Task directions:
Find every line in the records that holds the string "canvas". Copy each one.

Collected data entries:
┏━━

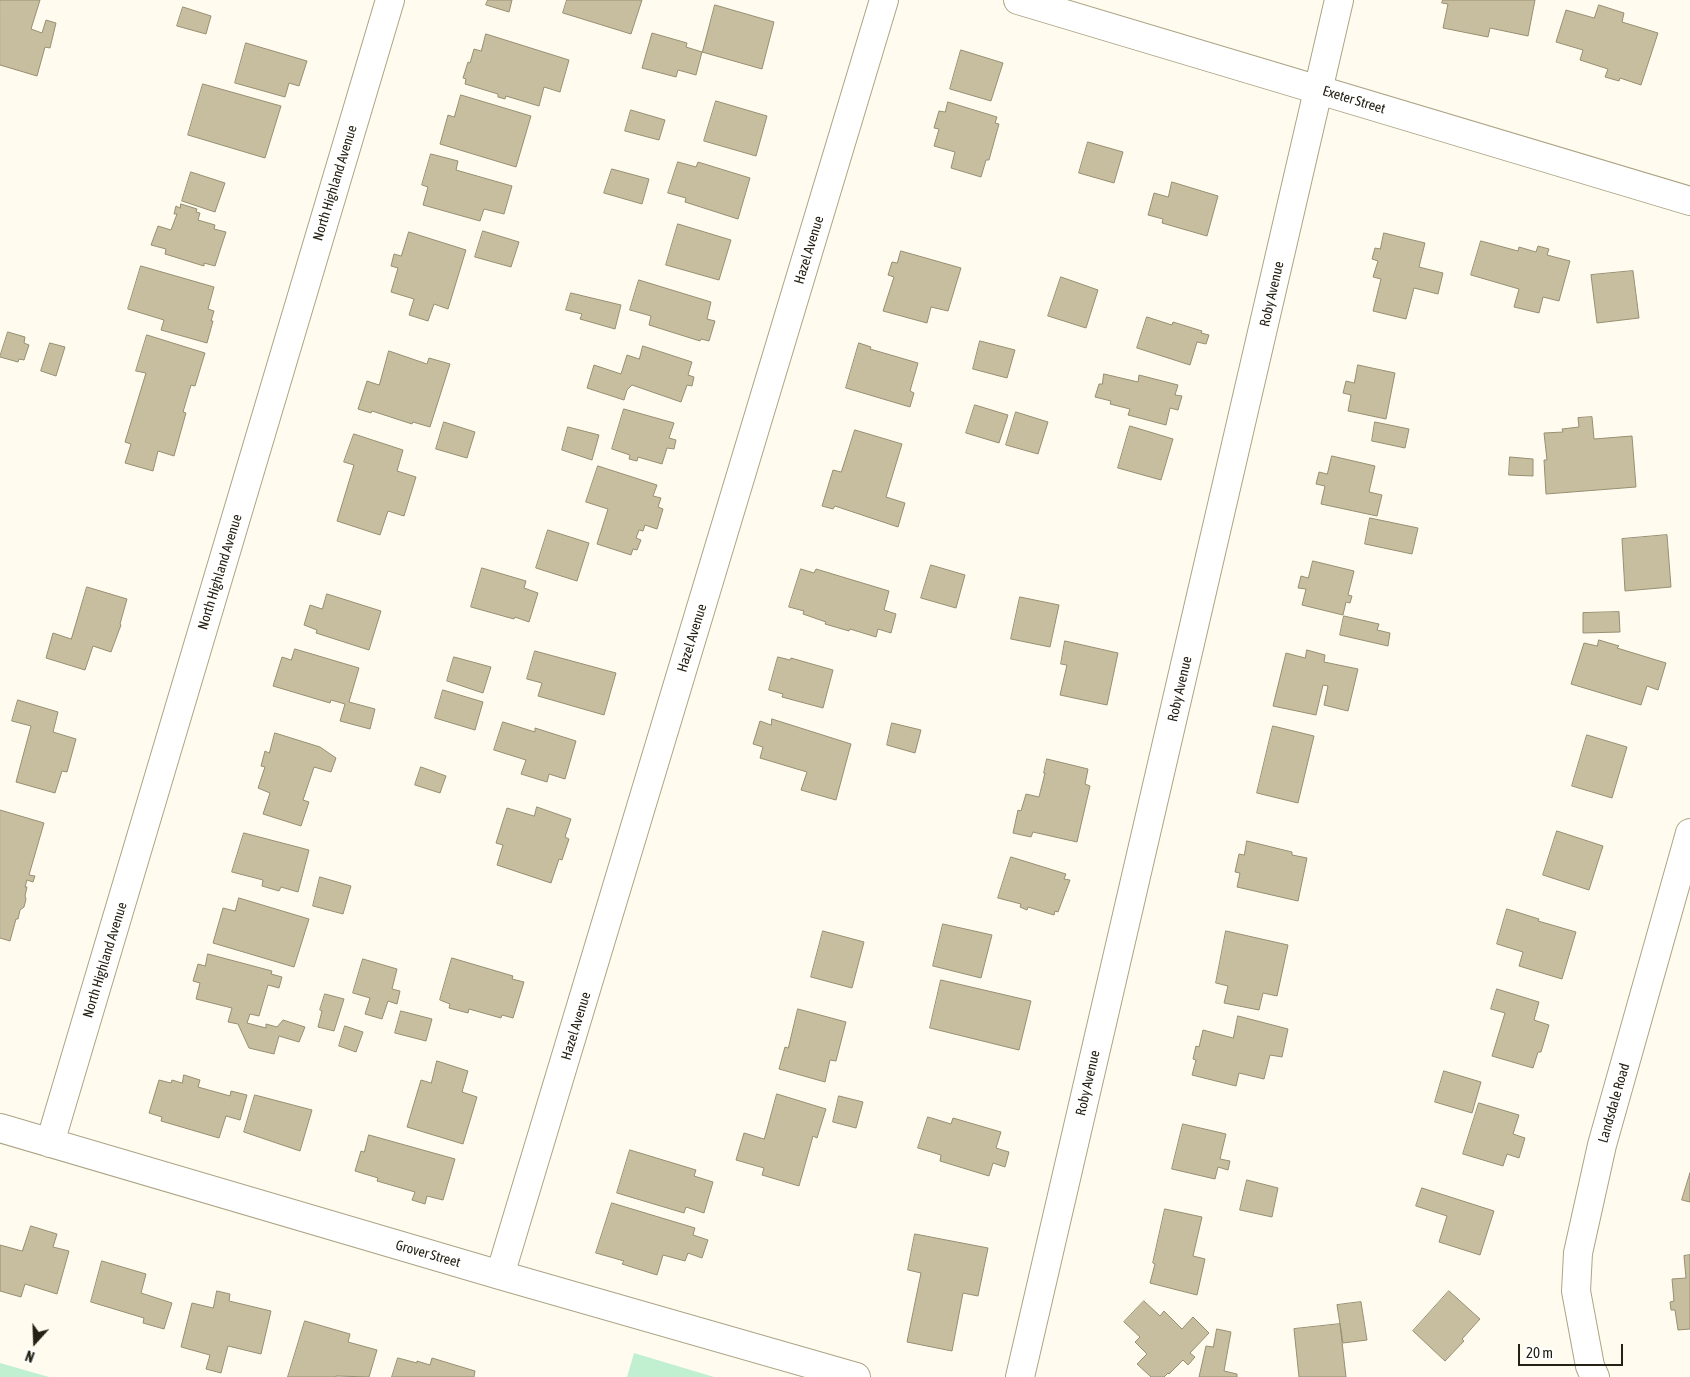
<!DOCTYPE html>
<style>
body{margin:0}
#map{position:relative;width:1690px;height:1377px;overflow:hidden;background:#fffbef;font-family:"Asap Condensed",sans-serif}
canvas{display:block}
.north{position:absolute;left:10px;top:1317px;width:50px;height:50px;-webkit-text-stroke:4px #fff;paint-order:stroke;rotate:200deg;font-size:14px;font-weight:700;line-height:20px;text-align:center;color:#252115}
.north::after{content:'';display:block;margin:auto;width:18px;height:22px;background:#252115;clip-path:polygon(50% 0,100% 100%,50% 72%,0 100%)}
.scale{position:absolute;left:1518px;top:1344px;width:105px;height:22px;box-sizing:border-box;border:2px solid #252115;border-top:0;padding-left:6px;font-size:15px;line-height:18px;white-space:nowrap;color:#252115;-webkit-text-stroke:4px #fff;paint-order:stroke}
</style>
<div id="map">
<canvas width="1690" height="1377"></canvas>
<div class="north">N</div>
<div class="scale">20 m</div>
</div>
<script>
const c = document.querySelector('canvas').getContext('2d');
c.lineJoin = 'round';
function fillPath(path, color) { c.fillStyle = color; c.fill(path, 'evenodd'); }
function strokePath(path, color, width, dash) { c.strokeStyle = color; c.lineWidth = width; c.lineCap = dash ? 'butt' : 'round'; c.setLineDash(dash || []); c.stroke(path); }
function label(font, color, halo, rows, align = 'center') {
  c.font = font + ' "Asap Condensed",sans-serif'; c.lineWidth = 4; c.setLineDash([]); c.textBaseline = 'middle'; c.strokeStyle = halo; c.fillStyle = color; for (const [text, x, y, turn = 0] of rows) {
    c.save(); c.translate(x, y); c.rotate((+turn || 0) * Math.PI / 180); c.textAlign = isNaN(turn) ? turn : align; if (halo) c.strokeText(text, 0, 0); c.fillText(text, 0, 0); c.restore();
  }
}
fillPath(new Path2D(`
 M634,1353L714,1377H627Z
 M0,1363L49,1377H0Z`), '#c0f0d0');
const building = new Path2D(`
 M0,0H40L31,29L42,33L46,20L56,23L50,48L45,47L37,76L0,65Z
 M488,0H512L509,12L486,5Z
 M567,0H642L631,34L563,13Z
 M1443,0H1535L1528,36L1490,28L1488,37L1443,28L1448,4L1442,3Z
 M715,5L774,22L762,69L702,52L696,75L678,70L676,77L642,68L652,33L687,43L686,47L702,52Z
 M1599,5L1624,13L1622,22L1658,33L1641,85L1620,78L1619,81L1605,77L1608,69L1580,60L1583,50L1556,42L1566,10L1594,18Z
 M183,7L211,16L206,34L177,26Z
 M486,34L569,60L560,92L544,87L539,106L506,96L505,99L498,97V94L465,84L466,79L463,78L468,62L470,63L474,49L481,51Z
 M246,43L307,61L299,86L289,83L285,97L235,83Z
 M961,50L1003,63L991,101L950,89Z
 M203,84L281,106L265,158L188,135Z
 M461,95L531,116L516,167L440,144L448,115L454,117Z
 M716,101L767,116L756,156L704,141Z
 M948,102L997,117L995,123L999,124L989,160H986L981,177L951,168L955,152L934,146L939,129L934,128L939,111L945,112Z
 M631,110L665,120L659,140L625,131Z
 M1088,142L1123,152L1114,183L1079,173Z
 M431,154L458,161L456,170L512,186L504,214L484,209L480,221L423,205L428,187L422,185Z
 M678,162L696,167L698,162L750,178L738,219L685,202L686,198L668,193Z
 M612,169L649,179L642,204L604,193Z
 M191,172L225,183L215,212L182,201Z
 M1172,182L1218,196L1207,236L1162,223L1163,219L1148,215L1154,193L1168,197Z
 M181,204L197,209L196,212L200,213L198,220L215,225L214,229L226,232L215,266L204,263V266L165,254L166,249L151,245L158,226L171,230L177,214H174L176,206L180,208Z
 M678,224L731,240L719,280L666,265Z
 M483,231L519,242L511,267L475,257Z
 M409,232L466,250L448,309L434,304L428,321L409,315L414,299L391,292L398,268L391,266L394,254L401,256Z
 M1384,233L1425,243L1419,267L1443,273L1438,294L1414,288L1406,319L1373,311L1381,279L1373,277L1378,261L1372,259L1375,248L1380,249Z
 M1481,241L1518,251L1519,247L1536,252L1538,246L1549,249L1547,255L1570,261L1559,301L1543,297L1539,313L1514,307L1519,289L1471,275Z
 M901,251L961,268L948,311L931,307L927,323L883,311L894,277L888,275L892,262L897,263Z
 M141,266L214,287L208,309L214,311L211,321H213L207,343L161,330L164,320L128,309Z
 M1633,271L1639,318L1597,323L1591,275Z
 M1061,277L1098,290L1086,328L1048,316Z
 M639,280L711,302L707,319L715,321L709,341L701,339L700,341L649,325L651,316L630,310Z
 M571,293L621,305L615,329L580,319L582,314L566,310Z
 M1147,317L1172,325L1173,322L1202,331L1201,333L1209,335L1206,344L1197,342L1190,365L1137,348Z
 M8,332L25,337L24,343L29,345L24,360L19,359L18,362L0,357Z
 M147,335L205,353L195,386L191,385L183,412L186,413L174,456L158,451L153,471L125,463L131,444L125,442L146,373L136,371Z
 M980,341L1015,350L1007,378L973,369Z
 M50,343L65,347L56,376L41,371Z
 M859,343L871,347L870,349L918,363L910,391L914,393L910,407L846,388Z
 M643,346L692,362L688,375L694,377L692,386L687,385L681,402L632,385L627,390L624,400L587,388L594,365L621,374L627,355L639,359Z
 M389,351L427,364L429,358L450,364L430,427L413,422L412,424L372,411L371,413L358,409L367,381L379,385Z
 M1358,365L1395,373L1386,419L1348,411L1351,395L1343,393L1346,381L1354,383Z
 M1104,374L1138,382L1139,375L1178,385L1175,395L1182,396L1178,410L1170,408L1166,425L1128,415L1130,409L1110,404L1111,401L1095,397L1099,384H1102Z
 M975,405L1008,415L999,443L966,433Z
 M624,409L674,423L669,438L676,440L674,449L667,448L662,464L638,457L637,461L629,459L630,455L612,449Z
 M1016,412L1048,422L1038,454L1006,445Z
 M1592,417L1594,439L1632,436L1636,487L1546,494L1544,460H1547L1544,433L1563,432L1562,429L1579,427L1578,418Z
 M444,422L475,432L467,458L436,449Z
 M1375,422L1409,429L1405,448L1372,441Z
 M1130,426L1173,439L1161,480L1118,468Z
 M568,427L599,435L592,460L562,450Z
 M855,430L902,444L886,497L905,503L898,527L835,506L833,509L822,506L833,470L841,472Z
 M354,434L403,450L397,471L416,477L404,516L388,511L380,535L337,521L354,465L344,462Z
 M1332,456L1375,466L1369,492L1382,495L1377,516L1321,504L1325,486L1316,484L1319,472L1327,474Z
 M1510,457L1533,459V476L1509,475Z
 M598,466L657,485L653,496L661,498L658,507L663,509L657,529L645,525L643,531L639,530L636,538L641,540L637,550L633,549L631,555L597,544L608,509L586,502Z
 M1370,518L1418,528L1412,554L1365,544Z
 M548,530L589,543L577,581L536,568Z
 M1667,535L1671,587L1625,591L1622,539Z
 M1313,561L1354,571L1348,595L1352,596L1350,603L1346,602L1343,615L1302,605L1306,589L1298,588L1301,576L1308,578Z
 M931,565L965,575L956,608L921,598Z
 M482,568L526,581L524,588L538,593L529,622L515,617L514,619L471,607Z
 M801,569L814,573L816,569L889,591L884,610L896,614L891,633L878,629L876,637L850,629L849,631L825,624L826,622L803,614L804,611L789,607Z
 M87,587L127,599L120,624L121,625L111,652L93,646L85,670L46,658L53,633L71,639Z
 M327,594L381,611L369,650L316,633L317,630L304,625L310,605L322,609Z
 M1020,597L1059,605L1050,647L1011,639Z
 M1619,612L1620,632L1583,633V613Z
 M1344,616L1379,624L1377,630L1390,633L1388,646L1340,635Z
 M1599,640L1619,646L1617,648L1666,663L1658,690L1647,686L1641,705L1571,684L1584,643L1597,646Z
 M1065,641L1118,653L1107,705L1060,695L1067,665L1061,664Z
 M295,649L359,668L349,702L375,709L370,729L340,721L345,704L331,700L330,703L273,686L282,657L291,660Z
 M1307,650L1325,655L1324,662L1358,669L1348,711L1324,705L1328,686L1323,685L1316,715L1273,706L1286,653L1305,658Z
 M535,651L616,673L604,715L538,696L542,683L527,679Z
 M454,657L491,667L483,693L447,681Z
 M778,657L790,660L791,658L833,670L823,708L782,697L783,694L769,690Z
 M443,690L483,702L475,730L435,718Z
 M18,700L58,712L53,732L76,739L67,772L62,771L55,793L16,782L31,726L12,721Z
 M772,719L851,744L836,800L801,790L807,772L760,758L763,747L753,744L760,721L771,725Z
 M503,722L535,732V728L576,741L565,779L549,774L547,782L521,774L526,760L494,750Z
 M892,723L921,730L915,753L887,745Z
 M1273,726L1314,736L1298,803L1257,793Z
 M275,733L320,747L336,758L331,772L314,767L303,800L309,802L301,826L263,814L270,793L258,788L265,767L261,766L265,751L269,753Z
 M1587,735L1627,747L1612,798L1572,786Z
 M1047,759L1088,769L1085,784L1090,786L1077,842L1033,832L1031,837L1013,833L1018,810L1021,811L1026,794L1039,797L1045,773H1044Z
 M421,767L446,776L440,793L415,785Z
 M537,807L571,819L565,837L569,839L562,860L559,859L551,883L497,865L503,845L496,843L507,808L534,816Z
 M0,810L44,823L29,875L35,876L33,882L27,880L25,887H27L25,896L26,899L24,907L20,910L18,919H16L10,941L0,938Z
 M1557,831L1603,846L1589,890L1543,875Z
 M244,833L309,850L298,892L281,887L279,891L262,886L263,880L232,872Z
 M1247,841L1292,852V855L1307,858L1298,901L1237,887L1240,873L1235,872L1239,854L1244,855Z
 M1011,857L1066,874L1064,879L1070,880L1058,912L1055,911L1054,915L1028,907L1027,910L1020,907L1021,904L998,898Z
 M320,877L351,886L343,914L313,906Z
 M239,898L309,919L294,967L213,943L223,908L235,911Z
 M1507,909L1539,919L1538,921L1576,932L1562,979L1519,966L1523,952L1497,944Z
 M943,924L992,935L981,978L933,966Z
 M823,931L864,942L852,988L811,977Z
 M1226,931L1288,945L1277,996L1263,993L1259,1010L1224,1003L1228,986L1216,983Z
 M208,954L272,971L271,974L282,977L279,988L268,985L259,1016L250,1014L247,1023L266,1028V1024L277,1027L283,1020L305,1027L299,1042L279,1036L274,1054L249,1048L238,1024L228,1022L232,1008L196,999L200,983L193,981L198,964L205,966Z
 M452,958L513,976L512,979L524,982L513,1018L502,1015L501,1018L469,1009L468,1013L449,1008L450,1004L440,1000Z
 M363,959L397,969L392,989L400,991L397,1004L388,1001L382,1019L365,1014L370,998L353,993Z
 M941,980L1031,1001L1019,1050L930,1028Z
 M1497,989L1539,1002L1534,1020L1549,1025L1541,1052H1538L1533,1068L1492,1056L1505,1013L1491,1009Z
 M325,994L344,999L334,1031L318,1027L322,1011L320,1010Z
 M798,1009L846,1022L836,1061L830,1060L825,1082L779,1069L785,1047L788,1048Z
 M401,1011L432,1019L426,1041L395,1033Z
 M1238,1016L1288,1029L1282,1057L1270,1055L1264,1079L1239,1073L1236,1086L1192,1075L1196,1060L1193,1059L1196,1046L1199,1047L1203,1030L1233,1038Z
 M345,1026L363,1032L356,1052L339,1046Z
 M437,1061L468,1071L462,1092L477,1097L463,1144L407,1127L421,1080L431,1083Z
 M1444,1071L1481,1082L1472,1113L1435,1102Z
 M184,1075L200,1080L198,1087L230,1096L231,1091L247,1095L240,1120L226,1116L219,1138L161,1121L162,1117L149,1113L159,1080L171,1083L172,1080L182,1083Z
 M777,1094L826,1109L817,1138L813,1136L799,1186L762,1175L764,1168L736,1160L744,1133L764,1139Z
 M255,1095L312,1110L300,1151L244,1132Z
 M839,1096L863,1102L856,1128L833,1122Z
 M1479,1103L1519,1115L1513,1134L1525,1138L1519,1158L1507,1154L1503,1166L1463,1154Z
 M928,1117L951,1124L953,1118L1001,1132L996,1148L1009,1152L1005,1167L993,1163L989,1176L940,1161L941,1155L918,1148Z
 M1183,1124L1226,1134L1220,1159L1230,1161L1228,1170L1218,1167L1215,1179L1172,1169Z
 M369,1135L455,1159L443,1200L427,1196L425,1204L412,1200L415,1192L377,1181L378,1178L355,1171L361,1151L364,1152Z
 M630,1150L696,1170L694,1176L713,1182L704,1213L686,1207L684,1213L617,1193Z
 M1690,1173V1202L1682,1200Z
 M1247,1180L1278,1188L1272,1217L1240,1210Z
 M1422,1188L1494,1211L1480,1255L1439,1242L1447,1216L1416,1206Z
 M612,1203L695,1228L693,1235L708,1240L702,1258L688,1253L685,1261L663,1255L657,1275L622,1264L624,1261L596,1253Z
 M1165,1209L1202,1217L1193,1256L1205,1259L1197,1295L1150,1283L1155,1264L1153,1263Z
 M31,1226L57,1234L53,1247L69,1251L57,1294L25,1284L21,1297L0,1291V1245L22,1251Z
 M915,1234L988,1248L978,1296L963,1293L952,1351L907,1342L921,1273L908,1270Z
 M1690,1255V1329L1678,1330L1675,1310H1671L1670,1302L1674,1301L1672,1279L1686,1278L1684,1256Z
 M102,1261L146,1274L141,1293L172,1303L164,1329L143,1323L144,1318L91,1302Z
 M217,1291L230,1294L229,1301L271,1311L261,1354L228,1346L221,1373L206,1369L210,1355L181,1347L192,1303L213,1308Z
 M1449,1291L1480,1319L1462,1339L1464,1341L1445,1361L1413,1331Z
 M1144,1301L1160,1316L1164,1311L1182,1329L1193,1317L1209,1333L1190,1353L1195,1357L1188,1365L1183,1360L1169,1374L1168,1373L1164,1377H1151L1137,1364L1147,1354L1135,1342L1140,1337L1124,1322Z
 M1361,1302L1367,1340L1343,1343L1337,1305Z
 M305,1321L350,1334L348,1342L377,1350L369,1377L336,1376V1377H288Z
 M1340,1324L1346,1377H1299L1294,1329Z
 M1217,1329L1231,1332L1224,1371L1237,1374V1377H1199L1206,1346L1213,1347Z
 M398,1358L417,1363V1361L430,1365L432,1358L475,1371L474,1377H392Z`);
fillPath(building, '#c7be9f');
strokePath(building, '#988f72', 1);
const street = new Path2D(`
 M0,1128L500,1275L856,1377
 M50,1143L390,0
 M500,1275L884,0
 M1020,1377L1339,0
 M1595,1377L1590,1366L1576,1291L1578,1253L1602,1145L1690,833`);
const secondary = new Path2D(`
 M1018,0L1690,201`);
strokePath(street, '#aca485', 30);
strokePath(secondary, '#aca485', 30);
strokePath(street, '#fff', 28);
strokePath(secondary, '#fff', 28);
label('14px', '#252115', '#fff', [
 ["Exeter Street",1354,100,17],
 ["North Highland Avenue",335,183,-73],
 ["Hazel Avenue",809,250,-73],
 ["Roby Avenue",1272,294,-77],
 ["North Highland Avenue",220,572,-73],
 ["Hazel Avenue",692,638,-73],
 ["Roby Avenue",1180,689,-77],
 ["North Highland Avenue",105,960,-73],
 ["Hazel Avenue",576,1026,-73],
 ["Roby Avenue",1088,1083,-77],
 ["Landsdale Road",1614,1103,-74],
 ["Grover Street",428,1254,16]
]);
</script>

┗━━

Exercise solution:
canvas{display:block}
<canvas width="1690" height="1377"></canvas>
const c = document.querySelector('canvas').getContext('2d');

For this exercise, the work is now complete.